Thursday, June 5, 2008

Perfectionism

Perfectionist: A propensity for being displeased with anything that is not perfect or does not meet extremely high standards.

That definition describes me to the T. I strive to be perfect in everything I do. I make the perfect grades. I'm pressure myself to make the perfect grades to the point where I am on the brink of a nervous breakdown. I really wish I was kidding. I am entering into my junior year in college and I have a 3.93 GPA. It's gotten to the point where my mom asks me to make a C just so I won't feel like I have to be perfect.

I have the perfect relationship, or I try to have the perfect relationship with Kyle. Sometimes I just feel like something isn't there. My friend Katie and I were talking about long term relationships. We both have been dating the same guys for quite some time now and you come to a point where it hits you, you will no longer have a passionate, yet awkward first kiss. There will be a point where that person just won't give you the butterflies anymore. So much of the excitement is gone because now, you just know that person. I know what makes Kyle tick, I know what turns him on, I know his smiles, his smell, and his thoughts. Its easy to miss the newness. And missing that newness makes it so easy for my eyes to wander. Realizing this, and thinking that I could potentially cause great pain to a wonderful man in my life breaks my heart. I hate feeling like this.

But the things that I stress about the most. That I push myself about the most is my body. I hate the way I look in a mirror.

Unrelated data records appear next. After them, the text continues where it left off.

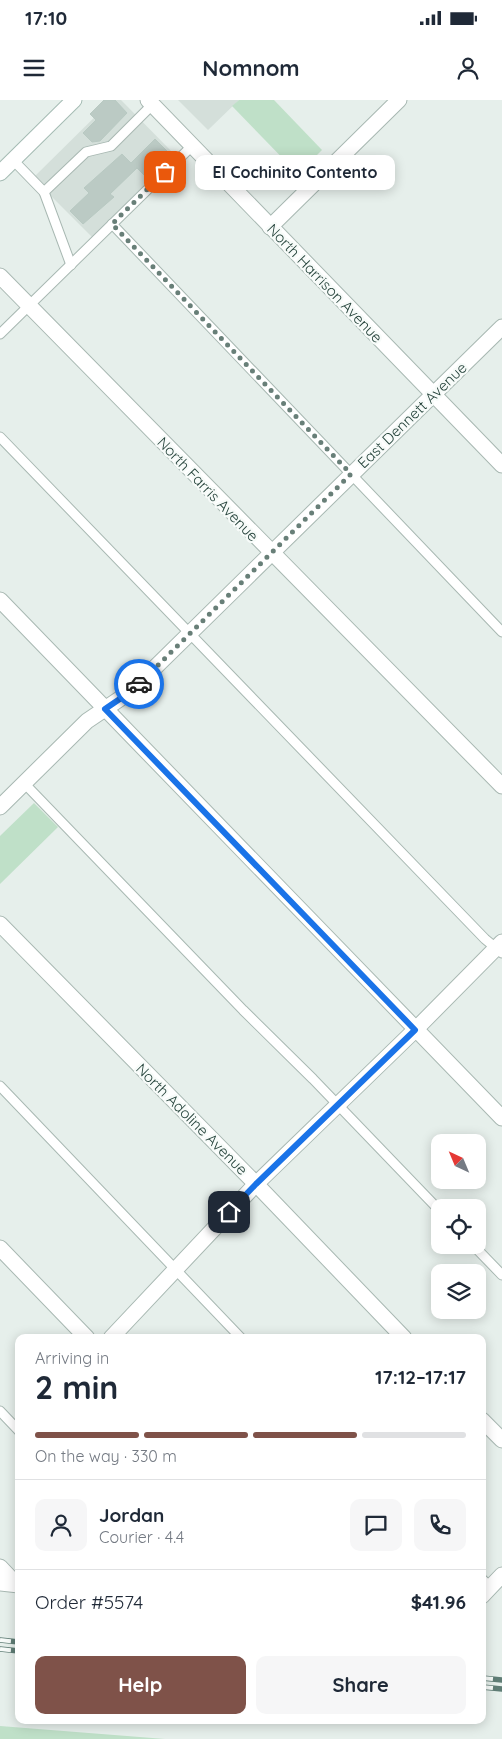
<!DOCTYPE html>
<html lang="en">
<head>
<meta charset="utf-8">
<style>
	:root { --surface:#fff; --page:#f6f6f7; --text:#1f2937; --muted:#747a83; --line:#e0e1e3; --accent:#7f5249 }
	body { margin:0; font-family:Quicksand,sans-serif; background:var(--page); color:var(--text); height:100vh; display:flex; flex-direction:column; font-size:19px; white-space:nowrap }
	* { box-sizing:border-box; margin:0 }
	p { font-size:16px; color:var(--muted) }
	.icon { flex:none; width:28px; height:28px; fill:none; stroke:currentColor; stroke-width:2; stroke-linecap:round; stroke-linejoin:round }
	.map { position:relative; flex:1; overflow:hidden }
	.sheet { position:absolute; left:15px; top:1234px; width:471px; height:390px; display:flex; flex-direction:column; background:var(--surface); border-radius:10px; box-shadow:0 2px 12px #0003 }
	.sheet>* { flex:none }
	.needle { width:32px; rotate:316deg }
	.buttons { position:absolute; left:431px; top:1034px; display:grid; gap:10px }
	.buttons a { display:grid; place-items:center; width:55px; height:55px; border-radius:10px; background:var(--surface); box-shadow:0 2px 12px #0003; font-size:25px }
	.pin { position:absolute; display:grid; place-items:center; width:42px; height:42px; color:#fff; margin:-21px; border-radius:10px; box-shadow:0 2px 8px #0006 }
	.courier { position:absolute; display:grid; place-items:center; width:50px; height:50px; margin:-25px; border:4px solid #1a73e8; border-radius:50%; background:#fff; color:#222; box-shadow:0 1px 6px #0007 }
	.bubble { position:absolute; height:35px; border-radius:10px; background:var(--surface); box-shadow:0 2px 12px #0003; font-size:16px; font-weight:800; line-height:35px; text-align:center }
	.headline em { font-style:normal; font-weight:800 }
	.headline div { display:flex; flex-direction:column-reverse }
	.headline { display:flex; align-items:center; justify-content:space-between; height:85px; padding:0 20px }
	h1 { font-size:32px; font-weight:800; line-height:38px }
	.bar { display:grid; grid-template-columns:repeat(4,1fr); gap:8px 5px; align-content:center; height:60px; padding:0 20px }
	.bar i { height:6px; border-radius:4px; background:var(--line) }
	.bar .active { background:var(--accent) }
	.bar p { grid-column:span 4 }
	.line { display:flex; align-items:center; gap:12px; padding:0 20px; border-top:1px solid var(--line) }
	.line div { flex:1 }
	.round { display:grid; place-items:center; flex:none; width:52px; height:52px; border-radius:10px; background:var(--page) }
	.action { display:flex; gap:10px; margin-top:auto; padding:10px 20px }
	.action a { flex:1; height:58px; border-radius:10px; background:var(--accent); color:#fff; font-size:20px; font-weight:800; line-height:58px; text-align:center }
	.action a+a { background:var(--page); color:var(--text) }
	.status { display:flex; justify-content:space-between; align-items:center; height:35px; padding:0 25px; background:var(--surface); direction:ltr }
	.status svg { height:14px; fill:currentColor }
	header { display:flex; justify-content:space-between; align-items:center; height:65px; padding:0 20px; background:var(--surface); font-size:22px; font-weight:800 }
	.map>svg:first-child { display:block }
</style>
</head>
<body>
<div class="status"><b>17:10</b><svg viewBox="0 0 49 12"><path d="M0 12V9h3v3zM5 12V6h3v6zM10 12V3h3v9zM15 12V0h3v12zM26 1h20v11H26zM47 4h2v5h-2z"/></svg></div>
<header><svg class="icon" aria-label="menu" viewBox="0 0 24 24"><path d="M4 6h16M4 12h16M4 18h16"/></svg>Nomnom<svg class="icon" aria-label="person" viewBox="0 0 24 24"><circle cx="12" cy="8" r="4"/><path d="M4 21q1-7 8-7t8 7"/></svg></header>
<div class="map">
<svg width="502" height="1639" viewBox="0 0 502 1639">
	<rect width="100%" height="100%" fill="#e6efeb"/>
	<g fill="#d4dfda">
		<path d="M 112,0 L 121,0 L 175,55 L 92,137 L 33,78 Z"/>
		<path d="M 178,0 L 239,0 L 208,30 Z"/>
	</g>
	<g fill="#bfe0c8">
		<path d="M 239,0 L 274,0 L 322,50 L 298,74 L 232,6 Z"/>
		<path d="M 34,703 L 58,727 L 0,784 L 0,736 Z"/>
		<path d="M 0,1626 L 165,1639 L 0,1639 Z"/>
	</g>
	<g fill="#bbcac4" stroke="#b8c9c2">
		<path d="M 104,0 L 115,0 L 127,13 L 100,41 L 92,42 L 83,33 L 96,20 L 90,14 Z"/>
		<path d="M 155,39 L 171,55 L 147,78 L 137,68 L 110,94 L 114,97 L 83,124 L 70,111 L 89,93 L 84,88 L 122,54 L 131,63 Z"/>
	</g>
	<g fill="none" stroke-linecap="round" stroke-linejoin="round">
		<g stroke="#a8b8b2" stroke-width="11">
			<g id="service">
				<path d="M 13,60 L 44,92"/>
				<path d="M 112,124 L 502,532"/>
				<path d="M 71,165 L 44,92 L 86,52 L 111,46 L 153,4"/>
				<path d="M 0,234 L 192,46"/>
				<path d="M 0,337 L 485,839 L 502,853"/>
				<path d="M 24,683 L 243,910 L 313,979 L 440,1111"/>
				<path d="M 0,986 L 241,1238"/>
				<path d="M 473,1145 L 502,1175"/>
				<path d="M 0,1311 L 19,1331"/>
				<path d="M 482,1479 L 490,1487"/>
			</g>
		</g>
		<g stroke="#a8b8b2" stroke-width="17">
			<g id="minor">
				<path d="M 148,0 L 502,365"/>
				<path d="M 270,127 L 399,0"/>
				<path d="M 0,176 L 502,686"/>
				<path d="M 0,500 L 502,1018"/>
				<path d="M 0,707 L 87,621 L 130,592 L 502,227"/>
				<path d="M 0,824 L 256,1084 L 404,1238"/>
				<path d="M 0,1148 L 87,1238"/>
				<path d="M 111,1238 L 256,1084 L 415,930 L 502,842"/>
				<path d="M 482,1320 L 502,1340"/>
				<path d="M 0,1467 L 17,1485"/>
				<path d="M 482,1496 L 502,1475"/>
			</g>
		</g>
		<g stroke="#a8b8b2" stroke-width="17">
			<path id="tertiary" d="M 0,1483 L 19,1485"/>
		</g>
		<g stroke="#a4bbb3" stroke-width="17">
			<path id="secondary" d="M 0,73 L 74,0"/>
		</g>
		<use href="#service" stroke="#fff" stroke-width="9"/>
		<use href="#minor" stroke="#fff" stroke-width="15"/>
		<use href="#tertiary" stroke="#fff" stroke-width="15"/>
		<use href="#secondary" stroke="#fff" stroke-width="15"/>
		<g stroke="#5f7d75" stroke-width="5.5">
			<g id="rail">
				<path d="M 0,1540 L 19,1542"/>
				<path d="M 0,1549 L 19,1551"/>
				<path d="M 482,1578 L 502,1580"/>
				<path d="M 482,1587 L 502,1589"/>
			</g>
		</g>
		<use href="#rail" stroke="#f7fbf9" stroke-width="4" stroke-dasharray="11" stroke-linecap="butt"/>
	</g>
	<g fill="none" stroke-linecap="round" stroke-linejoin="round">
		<path stroke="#687f78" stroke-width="5" stroke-dasharray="0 9" d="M 139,584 L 351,374 L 112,124 L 165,72"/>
		<path stroke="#1a73e8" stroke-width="6" d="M 139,584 L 130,592 L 105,609 L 415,930 L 256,1084 L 229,1112"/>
	</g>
	<g text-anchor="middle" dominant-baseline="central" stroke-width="4.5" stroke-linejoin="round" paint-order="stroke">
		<g font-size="15" fill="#24423a" stroke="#f7fbf9">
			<text transform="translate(325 183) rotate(46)">North Harrison Avenue</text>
			<text transform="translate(412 315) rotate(-44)">East Dennett Avenue</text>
			<text transform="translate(208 389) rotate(46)">North Farris Avenue</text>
			<text transform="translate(192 1019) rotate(45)">North Adoline Avenue</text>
		</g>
	</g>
</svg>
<div class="buttons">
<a><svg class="needle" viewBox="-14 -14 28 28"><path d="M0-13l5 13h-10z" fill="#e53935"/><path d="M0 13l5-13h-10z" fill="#747a83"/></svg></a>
<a><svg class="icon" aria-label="locate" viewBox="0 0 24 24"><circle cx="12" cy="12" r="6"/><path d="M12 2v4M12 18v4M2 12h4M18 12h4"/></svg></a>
<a><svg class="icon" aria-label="layers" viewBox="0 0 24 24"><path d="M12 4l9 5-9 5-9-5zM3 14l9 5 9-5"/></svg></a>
</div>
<div class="pin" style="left:165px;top:72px;background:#ea580c"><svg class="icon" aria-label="bag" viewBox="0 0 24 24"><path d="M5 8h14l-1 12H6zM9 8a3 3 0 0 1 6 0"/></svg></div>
<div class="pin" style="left:229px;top:1112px;background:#1f2937"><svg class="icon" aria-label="home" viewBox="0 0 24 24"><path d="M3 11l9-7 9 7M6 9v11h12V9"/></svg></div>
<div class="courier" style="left:139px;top:584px"><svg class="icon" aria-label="car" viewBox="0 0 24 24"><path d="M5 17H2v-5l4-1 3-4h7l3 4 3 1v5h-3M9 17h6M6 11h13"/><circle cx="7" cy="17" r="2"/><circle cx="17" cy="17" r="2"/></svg></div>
<div class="bubble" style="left:195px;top:55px;width:200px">El Cochinito Contento</div>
<section class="sheet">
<div class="headline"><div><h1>2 min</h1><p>Arriving in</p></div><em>17:12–17:17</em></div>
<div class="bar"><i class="active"></i><i class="active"></i><i class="active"></i><i></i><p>On the way · 330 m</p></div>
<div class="line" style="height:90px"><a class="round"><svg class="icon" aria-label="person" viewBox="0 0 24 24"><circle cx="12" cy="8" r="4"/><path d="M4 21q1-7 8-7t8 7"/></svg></a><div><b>Jordan</b><p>Courier · 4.4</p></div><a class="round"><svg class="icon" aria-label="chat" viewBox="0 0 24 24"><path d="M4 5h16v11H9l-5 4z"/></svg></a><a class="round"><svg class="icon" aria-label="phone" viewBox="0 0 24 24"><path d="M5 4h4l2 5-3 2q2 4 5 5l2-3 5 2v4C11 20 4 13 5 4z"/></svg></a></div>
<div class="line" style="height:65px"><div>Order #5574</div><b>$41.96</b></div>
<div class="action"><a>Help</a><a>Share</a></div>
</section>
</div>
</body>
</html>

In high school a girlfriend and I jumped on the scales just to be fun and I was shocked to see that she weighed more than I did. Shocked isn't even the word, more like mortified, embarrassed. I knew right then that this had to stop. I stopped eating fast food, I stopped eating chocolate, I stopped eating, period. I loved the feeling of being hungry because then I knew I was losing weight. I would workout to the point where I felt dizzy just so that I would be certain I would be sore the next day. If I was sore I knew it was beneficial. So I worked and worked and I lost twenty pounds putting me at 103. But I still wasn't satisfied, I wanted my waist to be thinner, my stomach flatter, but my body couldn't take it anymore. I stayed at this weight for a year and then I left for college and was put on anxiety medicine which made me blow up. Not huge, but to me I'm am so uncomfortable that it is sometimes hard to concentrate. I plan my meals out way ahead of time just to make sure I'm not consuming too many calories. If I don't go to the gym I feel completely guilty and I obsess about my laziness.

I am so afraid that this is something I am going to have to deal with for the rest of my life. I have even thought ahead, planned that I don't want to have kids because I don't want to worry about having to lose baby weight. I dread the future, and I dread looking in the mirror. I'm sick of trying to be perfect.